Orin S. Kerr, a law professor at George Washington
University who is an expert on digital searches and seizures, said
Facebook was trying to do something unusual in establishing a right for
service providers to challenge a warrant. "The real question is, 'Can
they challenge warrants for their customers?' And I think the answer is
probably not, under current law," Kerr said.
Facebook lawyers say
they are continuing to press the fight because they are troubled both by
the vast scope of the district attorney's search warrants and by the
judge's ruling that the company had no legal standing to contest the
warrants on behalf of the affected users.
Chris Sonderby, deputy
general counsel for Facebook, said that if Facebook could not challenge
the warrants and the users remained in the dark, no one would ever get
the chance to object to the possible invasion of privacy.
"It
appeared to us from the outset that there would be a large number of
people who were never charged in this case," said Chris Sonderby, deputy
general counsel for Facebook. "The district attorney's response was
that those people would have their day in court. There are more than 300
people that will never have that chance."
Sonderby said the
district attorney's demand for data was far larger than anything it had
ever received from any other prosecutor.
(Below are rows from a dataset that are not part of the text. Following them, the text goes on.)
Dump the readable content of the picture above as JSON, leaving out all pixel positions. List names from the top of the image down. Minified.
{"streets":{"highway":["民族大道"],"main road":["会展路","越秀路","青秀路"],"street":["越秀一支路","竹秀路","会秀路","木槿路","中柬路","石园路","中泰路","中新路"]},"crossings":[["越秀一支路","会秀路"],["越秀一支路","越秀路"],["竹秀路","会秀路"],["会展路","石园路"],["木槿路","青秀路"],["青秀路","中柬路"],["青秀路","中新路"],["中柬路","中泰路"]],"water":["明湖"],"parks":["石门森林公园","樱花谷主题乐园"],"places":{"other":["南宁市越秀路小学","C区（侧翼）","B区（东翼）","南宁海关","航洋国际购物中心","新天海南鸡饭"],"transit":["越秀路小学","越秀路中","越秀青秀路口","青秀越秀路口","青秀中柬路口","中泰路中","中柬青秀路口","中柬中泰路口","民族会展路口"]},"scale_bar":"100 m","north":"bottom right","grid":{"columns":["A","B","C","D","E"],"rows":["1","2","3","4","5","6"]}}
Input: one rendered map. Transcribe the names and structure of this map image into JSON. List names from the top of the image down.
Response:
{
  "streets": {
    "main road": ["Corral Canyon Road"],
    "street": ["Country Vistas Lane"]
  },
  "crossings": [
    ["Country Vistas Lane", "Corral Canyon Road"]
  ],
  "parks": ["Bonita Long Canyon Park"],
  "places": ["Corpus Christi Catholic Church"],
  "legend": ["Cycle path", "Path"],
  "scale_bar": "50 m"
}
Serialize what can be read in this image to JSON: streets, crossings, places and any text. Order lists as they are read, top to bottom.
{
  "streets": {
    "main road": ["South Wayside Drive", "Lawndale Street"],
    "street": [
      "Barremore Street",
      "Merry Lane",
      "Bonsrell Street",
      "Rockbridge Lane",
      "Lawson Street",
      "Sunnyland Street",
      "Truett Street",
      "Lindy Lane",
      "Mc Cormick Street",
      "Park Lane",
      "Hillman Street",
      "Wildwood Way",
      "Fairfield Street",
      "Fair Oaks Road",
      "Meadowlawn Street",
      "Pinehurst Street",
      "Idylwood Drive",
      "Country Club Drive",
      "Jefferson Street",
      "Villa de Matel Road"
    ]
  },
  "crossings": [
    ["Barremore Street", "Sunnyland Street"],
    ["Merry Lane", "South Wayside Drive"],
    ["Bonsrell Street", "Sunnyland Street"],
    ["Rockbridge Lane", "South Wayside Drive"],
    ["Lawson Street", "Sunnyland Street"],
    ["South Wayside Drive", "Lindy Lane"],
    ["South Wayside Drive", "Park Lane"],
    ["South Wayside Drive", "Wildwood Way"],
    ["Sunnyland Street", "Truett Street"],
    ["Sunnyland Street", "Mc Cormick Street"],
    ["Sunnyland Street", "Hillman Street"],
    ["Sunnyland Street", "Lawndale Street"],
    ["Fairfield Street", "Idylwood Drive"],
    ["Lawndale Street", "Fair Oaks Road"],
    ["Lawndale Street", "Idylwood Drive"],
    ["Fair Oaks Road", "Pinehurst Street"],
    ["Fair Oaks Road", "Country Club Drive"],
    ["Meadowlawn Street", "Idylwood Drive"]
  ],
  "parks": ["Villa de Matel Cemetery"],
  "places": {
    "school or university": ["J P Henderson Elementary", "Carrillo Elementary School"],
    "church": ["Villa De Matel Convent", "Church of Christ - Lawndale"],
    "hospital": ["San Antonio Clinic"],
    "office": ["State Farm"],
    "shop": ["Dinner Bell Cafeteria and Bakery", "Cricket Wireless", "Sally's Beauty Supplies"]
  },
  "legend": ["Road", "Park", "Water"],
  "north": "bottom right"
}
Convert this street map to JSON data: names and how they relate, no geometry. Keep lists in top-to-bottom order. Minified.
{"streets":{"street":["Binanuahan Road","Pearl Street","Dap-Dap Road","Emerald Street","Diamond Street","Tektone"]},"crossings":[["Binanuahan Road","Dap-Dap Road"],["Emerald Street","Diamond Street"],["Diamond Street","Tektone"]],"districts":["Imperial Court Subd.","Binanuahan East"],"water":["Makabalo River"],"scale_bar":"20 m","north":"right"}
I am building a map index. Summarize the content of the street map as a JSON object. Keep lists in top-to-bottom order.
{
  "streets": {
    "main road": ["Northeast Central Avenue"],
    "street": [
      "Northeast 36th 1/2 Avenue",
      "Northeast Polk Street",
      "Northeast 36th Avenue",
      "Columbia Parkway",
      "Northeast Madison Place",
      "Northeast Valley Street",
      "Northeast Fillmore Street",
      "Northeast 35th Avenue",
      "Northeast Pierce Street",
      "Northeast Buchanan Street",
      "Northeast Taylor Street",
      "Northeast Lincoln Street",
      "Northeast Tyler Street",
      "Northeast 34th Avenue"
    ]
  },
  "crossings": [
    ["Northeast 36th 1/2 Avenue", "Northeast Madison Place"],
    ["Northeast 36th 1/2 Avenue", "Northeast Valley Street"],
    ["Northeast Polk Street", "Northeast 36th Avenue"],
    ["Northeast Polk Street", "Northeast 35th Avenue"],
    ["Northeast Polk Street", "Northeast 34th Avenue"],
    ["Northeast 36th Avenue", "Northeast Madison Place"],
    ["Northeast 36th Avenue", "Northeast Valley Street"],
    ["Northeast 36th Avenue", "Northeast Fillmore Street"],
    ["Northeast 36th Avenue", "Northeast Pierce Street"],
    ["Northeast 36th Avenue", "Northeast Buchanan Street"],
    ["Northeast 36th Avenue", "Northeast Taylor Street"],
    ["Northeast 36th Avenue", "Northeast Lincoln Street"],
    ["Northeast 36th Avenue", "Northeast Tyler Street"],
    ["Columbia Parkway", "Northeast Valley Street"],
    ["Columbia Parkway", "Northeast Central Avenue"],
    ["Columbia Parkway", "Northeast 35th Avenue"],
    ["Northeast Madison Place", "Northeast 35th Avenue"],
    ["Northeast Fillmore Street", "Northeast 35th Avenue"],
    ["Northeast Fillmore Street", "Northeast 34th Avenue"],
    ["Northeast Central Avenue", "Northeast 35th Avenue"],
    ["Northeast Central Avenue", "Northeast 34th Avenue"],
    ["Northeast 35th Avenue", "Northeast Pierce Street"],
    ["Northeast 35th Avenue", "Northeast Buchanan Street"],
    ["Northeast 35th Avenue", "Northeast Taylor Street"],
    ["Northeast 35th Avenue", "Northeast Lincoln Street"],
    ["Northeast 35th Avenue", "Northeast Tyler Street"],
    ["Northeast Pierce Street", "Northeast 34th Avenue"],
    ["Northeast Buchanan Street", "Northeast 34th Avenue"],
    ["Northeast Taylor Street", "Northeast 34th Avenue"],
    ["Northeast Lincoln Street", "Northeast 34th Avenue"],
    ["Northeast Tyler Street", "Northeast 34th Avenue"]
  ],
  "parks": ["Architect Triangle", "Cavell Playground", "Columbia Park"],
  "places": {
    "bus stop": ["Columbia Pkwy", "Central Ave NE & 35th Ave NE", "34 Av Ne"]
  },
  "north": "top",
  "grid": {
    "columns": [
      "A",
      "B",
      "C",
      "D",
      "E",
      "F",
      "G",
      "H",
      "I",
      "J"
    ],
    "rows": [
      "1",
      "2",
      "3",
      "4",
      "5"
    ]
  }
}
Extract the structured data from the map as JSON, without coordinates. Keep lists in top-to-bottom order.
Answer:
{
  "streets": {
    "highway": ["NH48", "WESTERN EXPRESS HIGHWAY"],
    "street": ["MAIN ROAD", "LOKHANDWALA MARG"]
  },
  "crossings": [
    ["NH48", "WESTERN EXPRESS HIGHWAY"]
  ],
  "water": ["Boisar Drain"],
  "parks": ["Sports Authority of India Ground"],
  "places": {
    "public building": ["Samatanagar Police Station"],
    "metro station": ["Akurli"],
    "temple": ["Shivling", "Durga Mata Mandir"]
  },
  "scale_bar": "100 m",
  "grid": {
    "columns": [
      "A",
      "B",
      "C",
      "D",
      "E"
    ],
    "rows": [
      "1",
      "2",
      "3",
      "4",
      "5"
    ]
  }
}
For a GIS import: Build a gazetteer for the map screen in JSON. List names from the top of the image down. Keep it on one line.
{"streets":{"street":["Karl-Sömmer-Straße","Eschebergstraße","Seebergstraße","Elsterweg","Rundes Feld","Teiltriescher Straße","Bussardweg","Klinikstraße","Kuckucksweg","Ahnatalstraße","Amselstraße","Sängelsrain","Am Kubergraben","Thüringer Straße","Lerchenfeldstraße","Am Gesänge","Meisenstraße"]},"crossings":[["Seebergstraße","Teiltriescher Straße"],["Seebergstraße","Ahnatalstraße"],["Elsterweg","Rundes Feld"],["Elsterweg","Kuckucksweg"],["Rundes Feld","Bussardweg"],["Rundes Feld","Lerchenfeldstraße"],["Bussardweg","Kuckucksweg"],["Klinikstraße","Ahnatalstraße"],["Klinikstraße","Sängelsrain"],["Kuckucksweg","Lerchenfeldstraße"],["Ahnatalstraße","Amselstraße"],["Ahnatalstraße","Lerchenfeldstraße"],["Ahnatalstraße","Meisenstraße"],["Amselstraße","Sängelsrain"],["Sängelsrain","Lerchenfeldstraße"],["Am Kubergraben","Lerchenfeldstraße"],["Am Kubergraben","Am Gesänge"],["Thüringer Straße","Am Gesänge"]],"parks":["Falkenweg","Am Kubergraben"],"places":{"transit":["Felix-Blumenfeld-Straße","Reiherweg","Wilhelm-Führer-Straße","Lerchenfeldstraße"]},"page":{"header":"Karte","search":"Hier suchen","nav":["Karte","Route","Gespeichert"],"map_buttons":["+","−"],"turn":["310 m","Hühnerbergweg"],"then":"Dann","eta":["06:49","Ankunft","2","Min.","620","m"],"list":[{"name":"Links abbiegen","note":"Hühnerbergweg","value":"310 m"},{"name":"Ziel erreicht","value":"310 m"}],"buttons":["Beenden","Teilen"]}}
And Vance's office was
unwilling to discuss narrowing the scope of its requests to be more
directly relevant to its investigation.
The relationship was so
chilly, Sonderby said, that when Facebook pressed its challenge to the
warrants, one of the prosecutors called and threatened to press criminal
contempt of court charges against the company and throw its officials
in jail.
"I've never seen anything like it," he said.
The
district attorney's office said that about 600 possible suspects have
been identified, and the investigation was continuing. Prosecutors said
they had provided Supreme Court Justice Melissa C. Jackson with a
93-page affidavit with evidence to support each of the individual
warrants, including information from wiretaps and documents filed with
the Social Security Administration. They also maintain almost everything
in the Facebook pages was relevant, since the people targeted in the
investigation were faking mental illnesses to obtain benefits and had
claimed to be too sick to leave the house, travel or work.
Jackson, in denying Facebook's effort to quash the warrants, said the government must be granted latitude.
"In
the course of a long-term criminal investigation, the relevance or
irrelevance of items seized within the scope of a search warrant may be
unclear and require further investigatory steps," she wrote.
In its appeal, Facebook disagreed vehemently.
(Also Read: Facebook Battles Manhattan DA Over Warrants for User Data)
"The
government's bulk warrants, which demand 'all' communications and
information in 24 broad categories from the 381 targeted accounts, are
the digital equivalent of seizing everything in someone's home. Except
here, it is not a single home but an entire neighborhood of nearly 400
homes," Facebook wrote in a brief to the appeals court. "The vast scope
of the government's search and seizure here would be unthinkable in the
physical world."
In a somewhat similar case in 2012, Manhattan
prosecutors issued a subpoena to Twitter, demanding that it turn over a
deleted message that had been posted by an Occupy Wall Street protester.
In that case, a judge ruled that the protester had no standing to
contest the data request. Twitter resisted the request but was
ultimately ordered to turn over the information.
Lee Rowland, a
lawyer with the American Civil Liberties Union, said the breadth of the
search warrants, which had no time limits or any limits on topics, was
troubling. It strains belief, she said, that every posting, picture and
message in the Facebook files turned over to the state were necessary to
the case.
"It's incredibly important in the digital context to prevent government fishing expeditions," she said.